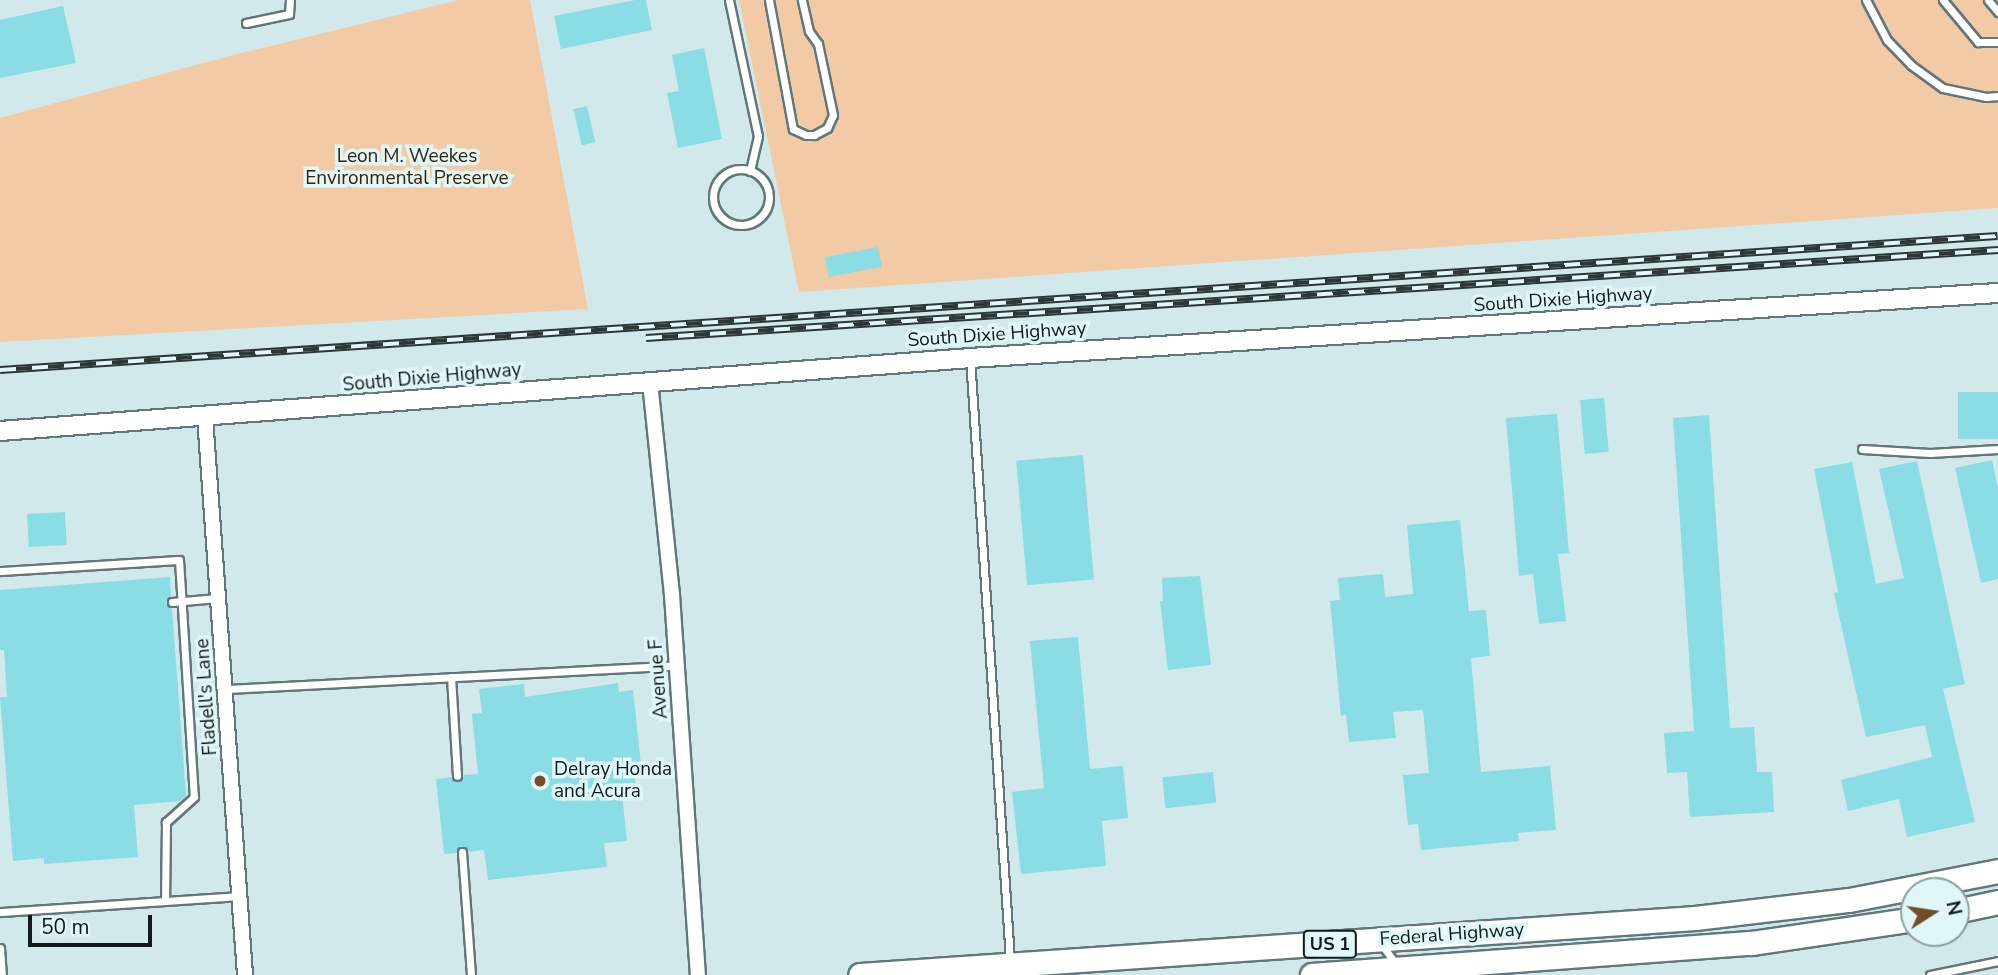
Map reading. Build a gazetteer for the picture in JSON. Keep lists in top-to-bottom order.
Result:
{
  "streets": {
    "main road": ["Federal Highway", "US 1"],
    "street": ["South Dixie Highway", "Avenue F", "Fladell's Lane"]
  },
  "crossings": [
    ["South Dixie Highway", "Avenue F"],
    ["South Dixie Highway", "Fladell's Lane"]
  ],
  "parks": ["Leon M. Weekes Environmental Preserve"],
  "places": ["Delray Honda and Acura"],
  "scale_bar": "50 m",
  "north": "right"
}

- - - - -

DIRECTIONS FOR THIS TASK: Could the entries above be written out word for word, with no pictures?

RESPONSE:
Map reading. Build a gazetteer for the picture in JSON. Keep lists in top-to-bottom order.
Result:
{
  "streets": {
    "main road": ["Federal Highway", "US 1"],
    "street": ["South Dixie Highway", "Avenue F", "Fladell's Lane"]
  },
  "crossings": [
    ["South Dixie Highway", "Avenue F"],
    ["South Dixie Highway", "Fladell's Lane"]
  ],
  "parks": ["Leon M. Weekes Environmental Preserve"],
  "places": ["Delray Honda and Acura"],
  "scale_bar": "50 m",
  "north": "right"
}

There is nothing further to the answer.